_What you have to do_: Which of the lines in the data below contain the string "rows"? Copy each of them.

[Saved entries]
+++
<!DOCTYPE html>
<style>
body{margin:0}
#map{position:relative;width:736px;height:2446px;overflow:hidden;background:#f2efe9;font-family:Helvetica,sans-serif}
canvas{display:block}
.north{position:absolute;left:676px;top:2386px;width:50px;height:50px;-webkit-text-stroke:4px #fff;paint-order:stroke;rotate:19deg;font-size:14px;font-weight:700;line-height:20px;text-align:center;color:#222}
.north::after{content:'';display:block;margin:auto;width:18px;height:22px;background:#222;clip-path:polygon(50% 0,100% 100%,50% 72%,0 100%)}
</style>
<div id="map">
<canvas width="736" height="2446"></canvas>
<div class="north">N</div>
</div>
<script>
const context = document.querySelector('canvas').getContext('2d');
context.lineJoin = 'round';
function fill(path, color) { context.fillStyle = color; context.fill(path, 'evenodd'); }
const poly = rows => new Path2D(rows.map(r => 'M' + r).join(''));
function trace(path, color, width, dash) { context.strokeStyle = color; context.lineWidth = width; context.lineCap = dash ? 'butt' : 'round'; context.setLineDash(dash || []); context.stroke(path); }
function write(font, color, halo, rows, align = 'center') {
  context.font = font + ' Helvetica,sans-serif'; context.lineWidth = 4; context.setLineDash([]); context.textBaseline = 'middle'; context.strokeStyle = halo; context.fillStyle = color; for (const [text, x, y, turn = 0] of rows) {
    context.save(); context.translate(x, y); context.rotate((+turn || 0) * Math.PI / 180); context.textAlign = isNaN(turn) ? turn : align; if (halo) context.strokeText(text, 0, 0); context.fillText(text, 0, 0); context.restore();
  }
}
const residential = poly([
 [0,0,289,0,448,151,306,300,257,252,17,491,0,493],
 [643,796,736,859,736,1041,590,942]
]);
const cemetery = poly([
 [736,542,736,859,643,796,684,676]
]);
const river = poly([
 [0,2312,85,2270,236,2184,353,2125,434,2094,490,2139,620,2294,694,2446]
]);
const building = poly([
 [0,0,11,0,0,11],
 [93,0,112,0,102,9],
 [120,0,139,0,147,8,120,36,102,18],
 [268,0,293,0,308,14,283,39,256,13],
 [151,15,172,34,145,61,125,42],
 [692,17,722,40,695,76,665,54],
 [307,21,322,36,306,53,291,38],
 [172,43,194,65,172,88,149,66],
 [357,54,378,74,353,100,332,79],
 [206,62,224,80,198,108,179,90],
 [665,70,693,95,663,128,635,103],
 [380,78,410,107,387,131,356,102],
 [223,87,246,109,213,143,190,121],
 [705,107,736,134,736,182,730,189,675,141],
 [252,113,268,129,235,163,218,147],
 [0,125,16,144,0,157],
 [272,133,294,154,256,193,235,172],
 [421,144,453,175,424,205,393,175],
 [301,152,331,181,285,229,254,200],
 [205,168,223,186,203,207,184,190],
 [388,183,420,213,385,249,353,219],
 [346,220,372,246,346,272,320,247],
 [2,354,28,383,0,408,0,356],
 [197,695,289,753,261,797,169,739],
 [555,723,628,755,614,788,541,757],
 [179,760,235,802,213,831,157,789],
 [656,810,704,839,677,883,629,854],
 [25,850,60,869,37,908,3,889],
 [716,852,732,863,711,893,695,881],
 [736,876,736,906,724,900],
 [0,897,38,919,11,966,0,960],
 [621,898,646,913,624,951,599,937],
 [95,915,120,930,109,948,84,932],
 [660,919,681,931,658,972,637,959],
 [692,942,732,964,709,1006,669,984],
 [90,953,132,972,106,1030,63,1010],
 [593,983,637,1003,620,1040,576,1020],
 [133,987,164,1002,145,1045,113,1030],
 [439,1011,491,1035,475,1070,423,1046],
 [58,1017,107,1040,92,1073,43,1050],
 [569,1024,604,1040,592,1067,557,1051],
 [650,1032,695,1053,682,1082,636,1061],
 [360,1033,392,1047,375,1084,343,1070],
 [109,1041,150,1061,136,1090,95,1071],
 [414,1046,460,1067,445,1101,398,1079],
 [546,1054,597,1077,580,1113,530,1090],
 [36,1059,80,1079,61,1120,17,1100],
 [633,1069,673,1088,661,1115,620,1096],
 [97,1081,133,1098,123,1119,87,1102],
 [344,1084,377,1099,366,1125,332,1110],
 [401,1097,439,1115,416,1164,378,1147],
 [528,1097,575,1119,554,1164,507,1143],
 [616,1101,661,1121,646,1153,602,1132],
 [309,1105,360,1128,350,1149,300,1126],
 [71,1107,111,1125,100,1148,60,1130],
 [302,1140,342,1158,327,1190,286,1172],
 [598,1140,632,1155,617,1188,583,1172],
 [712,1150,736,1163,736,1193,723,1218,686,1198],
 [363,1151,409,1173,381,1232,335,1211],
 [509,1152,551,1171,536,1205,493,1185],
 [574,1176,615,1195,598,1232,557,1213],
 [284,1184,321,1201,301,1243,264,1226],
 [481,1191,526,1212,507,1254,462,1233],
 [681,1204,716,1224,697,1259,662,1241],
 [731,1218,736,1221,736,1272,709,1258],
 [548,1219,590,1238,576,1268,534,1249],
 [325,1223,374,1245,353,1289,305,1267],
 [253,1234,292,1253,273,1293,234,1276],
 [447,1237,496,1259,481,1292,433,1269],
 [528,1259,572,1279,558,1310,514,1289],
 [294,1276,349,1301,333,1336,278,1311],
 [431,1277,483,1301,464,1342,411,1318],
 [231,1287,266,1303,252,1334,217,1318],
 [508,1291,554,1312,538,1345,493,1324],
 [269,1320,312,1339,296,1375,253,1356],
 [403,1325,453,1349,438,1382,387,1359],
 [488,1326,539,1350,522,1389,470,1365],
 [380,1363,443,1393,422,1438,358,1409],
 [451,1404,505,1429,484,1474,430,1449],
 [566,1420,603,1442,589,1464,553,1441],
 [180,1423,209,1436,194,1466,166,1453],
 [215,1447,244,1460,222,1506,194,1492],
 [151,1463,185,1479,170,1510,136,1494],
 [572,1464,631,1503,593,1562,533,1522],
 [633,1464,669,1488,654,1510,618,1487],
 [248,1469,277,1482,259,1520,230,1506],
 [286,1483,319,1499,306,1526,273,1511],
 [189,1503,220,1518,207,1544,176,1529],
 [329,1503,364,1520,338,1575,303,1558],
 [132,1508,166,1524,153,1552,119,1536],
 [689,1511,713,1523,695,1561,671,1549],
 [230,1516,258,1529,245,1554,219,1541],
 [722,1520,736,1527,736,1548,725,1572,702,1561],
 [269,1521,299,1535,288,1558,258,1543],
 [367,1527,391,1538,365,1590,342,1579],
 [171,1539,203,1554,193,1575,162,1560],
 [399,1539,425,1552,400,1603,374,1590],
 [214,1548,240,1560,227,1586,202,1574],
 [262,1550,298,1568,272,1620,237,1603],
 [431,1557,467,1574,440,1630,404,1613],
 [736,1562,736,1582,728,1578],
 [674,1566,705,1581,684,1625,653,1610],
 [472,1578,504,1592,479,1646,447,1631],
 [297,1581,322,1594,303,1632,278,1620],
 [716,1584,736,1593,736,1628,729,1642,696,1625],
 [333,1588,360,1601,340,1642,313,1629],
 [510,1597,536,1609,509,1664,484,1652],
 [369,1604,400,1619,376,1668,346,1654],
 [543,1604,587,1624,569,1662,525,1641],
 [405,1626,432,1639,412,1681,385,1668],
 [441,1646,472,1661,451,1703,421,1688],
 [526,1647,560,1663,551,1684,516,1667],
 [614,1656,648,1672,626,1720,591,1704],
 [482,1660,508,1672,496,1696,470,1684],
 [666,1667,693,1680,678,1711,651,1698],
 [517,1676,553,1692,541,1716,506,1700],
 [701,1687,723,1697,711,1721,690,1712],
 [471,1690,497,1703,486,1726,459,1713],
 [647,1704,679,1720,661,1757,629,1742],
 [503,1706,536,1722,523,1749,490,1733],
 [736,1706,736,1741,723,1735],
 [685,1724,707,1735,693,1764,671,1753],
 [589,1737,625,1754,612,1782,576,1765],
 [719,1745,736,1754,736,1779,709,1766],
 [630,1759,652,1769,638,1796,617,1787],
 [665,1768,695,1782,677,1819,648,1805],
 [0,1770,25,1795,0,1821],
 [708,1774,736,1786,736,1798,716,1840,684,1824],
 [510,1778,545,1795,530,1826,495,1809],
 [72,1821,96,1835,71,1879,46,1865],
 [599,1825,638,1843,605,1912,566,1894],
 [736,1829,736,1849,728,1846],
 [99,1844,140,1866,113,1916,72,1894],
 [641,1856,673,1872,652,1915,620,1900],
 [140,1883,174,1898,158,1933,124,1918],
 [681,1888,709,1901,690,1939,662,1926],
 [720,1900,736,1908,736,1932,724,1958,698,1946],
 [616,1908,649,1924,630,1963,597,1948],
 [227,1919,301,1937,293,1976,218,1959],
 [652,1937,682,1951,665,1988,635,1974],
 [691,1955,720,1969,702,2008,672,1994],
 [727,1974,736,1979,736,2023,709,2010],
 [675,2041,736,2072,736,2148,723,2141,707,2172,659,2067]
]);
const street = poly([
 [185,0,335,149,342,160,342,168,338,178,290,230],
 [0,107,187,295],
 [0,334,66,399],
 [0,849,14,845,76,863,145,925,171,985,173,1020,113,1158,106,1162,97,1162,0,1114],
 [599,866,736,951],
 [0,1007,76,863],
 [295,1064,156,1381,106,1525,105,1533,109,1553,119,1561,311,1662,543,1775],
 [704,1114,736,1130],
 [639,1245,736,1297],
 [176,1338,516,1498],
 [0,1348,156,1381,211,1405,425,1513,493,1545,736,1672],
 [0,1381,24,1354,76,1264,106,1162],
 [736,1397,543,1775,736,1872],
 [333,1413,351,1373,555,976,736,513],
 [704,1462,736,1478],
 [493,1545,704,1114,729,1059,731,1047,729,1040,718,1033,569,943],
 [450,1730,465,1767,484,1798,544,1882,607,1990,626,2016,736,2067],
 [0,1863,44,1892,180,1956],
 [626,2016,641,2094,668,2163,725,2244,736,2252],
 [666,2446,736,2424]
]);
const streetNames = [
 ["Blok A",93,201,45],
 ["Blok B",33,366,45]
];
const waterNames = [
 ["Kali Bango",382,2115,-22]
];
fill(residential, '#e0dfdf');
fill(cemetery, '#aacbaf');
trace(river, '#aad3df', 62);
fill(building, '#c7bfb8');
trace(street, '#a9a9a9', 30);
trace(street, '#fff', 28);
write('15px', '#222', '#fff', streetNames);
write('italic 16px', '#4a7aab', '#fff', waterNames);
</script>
+++
_Problem solution_:
const poly = rows => new Path2D(rows.map(r => 'M' + r).join(''));
function write(font, color, halo, rows, align = 'center') {
  context.font = font + ' Helvetica,sans-serif'; context.lineWidth = 4; context.setLineDash([]); context.textBaseline = 'middle'; context.strokeStyle = halo; context.fillStyle = color; for (const [text, x, y, turn = 0] of rows) {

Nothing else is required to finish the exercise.